Expression data from multiple myeloma plasma cells before and after co-culture with osteoclasts. Homo sapiens

To understand how interactions of myeloma cells with osteoclasts and mesenchymal stem cells in the bone marrow affect the clinical course of myeloma, we used microarrays to study changes in gene expression in freshly isolated myeloma plasma cells following co-cultures with osteoclasts (8 experiments) or with mesenchymal stem cells (13 experiments). Interaction with osteoclasts induced changes in the expression of 675 genes, and interaction with mesenchymal stem cells induced changes in the expression of 296 genes. Expression of only 58 genes commonly and similarly changed in both co-culture systems. Among these, we identified genes associated with overall, progression-free, and post-relapse survival, and developed survival prediction models. Gene expression data from 347 patients treated with total therapy 2 protocol, 433 with total therapy 3, and 98 patients who received various treatments (91 of them high-dose therapy with autologous stem cell support) were used for the analysis. Good predictive models were developed only for post-relapse survival, using genes involved in interaction with osteoclasts or with mesenchymal stem cells. The best predictive model used expression of first relapse of 33 probesets whose expression changed in myeloma cells following interaction with osteoclasts, with hazard ratios of 24, 20, and 12 for patients who relapsed following total therapy 2, total therapy 3 and the various other treatments, respectively. Among the probesets used for prediction, only 10, representing 8 genes, were commonly changed after both co-culture systems. These could present favorable target for therapy. Global gene expression profiling of primary multiple myeloma plasma cells (MMPCs) before and after interaction with osteoclasts (OCs) was done using Affymetrix microarrays. Overall design: Eight MMPC and OC co-culture experiments were performed using MMPC isolated from 8 patients and OC prepared from 8 different patients.

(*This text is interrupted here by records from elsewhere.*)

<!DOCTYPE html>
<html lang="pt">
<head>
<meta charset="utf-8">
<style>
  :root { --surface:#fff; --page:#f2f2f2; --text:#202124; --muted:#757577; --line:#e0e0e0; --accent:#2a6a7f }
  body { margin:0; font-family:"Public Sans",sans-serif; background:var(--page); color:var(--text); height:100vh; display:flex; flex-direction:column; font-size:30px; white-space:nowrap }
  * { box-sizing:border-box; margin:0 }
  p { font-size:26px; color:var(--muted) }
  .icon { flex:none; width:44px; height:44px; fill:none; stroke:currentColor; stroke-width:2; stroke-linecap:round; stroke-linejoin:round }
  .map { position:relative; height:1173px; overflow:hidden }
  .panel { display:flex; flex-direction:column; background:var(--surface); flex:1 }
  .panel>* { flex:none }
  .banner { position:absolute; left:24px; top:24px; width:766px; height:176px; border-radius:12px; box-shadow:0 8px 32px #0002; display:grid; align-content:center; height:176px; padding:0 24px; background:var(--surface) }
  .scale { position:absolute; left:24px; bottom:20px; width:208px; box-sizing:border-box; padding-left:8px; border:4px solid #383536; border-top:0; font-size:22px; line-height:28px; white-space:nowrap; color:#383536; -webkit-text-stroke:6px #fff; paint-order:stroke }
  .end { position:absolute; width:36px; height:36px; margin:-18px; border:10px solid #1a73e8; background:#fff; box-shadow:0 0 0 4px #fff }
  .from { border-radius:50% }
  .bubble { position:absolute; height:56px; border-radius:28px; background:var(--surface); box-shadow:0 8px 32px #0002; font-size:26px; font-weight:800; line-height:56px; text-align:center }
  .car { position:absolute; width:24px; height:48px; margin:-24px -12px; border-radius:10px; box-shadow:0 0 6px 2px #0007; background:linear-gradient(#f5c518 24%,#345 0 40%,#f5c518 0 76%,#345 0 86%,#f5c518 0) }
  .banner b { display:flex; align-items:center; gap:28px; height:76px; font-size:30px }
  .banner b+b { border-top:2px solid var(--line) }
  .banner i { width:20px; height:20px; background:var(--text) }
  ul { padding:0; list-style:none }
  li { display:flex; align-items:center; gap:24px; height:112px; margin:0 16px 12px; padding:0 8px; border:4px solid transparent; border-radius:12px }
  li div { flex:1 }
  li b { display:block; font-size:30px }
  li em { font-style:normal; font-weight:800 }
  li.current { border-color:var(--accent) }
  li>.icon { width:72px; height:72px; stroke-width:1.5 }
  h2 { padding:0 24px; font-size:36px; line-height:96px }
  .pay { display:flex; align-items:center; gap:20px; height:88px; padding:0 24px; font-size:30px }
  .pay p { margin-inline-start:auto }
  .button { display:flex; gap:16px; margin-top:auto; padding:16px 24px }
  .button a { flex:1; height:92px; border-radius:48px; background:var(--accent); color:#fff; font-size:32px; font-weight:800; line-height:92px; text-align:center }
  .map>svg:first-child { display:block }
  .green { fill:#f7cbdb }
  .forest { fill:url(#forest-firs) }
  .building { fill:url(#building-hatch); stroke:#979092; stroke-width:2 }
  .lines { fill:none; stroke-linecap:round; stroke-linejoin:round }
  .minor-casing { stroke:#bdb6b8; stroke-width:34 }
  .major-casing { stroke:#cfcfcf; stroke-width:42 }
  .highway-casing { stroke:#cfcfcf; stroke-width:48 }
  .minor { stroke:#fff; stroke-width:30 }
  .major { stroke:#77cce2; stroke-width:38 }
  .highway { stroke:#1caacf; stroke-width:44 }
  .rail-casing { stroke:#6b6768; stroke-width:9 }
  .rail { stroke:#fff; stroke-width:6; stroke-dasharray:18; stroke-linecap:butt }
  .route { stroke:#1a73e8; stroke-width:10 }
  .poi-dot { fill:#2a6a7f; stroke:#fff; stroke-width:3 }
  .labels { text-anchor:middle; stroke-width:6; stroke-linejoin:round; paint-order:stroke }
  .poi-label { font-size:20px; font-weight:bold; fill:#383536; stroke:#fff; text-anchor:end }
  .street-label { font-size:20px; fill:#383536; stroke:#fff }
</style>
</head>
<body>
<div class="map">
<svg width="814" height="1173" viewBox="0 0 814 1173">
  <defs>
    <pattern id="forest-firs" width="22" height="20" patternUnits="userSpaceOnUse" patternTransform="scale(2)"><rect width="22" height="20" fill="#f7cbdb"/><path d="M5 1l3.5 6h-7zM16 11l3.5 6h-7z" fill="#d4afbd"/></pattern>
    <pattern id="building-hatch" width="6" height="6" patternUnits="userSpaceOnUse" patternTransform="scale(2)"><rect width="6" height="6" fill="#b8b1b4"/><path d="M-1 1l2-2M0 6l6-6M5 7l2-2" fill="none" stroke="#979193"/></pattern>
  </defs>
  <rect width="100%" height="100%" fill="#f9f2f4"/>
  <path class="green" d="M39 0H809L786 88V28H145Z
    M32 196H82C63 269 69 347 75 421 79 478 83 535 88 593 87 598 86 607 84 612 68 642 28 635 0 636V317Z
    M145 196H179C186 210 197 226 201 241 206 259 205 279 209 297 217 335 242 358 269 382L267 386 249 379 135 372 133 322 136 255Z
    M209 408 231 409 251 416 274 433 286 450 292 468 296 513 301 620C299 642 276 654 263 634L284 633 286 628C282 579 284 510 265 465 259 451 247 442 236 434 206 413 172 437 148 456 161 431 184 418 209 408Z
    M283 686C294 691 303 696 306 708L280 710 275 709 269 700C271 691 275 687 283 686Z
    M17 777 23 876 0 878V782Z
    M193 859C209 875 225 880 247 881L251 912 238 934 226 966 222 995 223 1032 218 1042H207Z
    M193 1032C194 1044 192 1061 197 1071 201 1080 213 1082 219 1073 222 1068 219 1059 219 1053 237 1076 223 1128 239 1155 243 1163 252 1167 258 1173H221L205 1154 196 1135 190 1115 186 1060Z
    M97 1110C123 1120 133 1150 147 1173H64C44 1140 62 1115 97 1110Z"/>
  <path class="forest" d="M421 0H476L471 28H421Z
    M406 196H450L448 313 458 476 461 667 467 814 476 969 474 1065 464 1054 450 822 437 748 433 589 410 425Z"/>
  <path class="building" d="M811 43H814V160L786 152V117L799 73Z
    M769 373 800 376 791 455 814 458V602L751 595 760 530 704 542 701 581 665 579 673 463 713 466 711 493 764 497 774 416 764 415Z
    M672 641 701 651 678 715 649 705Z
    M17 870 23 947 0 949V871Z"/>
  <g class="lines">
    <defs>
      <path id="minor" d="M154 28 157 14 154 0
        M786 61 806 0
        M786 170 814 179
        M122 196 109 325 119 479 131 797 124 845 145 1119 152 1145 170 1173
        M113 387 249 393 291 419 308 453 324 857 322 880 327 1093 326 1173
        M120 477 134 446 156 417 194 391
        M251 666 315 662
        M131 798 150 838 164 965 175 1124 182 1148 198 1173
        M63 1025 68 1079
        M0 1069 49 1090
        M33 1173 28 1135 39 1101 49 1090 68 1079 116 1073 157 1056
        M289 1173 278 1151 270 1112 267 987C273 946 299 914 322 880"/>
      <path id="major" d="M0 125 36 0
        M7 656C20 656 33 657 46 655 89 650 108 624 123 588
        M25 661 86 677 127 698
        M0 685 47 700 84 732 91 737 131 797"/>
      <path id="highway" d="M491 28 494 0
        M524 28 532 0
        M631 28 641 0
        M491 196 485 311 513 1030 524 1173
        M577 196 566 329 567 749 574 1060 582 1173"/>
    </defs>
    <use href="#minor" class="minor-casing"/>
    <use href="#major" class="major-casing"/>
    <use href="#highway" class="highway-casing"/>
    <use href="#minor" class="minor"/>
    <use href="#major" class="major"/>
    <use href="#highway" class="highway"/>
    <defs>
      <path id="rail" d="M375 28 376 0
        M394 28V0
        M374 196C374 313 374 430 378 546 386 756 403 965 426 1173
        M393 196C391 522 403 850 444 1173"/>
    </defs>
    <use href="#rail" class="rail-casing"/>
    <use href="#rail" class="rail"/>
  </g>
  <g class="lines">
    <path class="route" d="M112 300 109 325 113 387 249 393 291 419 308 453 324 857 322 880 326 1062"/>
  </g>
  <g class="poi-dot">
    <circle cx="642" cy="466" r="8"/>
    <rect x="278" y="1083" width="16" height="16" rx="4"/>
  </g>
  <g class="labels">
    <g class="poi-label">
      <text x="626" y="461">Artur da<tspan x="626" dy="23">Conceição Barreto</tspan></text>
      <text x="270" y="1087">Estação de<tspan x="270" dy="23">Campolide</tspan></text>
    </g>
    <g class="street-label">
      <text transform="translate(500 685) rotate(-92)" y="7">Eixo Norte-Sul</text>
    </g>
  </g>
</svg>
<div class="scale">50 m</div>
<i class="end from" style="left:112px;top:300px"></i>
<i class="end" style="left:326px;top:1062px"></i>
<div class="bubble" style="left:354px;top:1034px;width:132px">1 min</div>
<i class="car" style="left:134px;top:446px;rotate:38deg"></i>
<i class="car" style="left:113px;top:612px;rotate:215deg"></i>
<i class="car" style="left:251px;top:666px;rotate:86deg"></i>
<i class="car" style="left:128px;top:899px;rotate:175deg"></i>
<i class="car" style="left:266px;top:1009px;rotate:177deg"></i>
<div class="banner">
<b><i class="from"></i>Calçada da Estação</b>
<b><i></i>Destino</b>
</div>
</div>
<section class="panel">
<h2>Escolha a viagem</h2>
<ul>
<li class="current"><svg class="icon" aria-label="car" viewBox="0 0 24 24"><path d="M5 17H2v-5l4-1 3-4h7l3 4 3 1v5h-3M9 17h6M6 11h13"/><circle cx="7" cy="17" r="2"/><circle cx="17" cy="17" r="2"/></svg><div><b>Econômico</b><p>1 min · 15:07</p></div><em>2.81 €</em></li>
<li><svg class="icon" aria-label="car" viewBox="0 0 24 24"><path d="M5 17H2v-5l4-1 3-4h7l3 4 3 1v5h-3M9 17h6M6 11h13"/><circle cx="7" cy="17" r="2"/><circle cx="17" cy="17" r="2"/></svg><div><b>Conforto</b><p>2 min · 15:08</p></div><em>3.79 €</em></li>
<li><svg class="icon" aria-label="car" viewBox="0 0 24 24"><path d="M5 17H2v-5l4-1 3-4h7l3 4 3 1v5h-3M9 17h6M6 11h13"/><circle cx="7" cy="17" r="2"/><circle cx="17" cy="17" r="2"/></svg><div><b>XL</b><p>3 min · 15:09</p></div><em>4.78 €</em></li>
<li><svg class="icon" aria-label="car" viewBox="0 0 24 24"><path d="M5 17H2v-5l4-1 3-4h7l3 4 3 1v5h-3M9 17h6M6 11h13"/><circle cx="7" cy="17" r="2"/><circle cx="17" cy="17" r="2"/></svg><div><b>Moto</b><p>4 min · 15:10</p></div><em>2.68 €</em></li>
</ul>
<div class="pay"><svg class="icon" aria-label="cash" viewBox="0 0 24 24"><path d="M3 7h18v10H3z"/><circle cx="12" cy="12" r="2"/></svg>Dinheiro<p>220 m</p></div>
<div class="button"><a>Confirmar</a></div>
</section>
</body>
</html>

为明确骨髓内骨髓瘤细胞与破骨细胞（osteoclasts）、间充质干细胞（mesenchymal stem cells）的相互作用对骨髓瘤临床病程的影响，本研究采用微阵列（microarrays）技术，对分别与破骨细胞（共8组实验）或间充质干细胞（共13组实验）共培养后，新鲜分离的骨髓瘤浆细胞的基因表达变化展开分析。与破骨细胞的相互作用可诱导675个基因的表达发生显著改变，而与间充质干细胞的相互作用则可导致296个基因的表达出现变化。仅58个基因在两种共培养体系中均发生了方向一致且程度相似的表达改变。我们在上述共表达差异基因中筛选出与总生存期、无进展生存期及复发后生存期相关的基因，并据此构建了生存预测模型。本研究纳入了三类患者的基因表达数据用于分析：347例接受全疗程2（Total Therapy 2）方案治疗者、433例接受全疗程3（Total Therapy 3）方案治疗者，以及98例接受各类抗肿瘤治疗者（其中91例采用了联合自体干细胞支持的大剂量治疗方案）。仅基于与破骨细胞或间充质干细胞相互作用相关的差异基因，我们成功构建了针对复发后生存期的优质预测模型。最优预测模型纳入了33个探针组（probesets）的表达量，这些探针组对应的基因在骨髓瘤细胞与破骨细胞相互作用后发生了表达改变。该模型针对接受全疗程2、全疗程3及其他各类治疗后复发的患者，其风险比分别为24、20和12。在用于构建预测模型的探针组中，仅有10个（对应8个功能基因）在两种共培养体系中均发生了表达改变，此类基因或可成为多发性骨髓瘤治疗的潜在靶点。本研究通过Affymetrix微阵列技术，完成了原代多发性骨髓瘤浆细胞（primary multiple myeloma plasma cells, MMPCs）与破骨细胞（osteoclasts, OCs）相互作用前后的全基因组表达谱分析。总体实验设计：利用从8例患者体内分离得到的MMPCs，以及从另外8例不同患者体内制备的OCs，共开展8组MMPC与OC的共培养实验。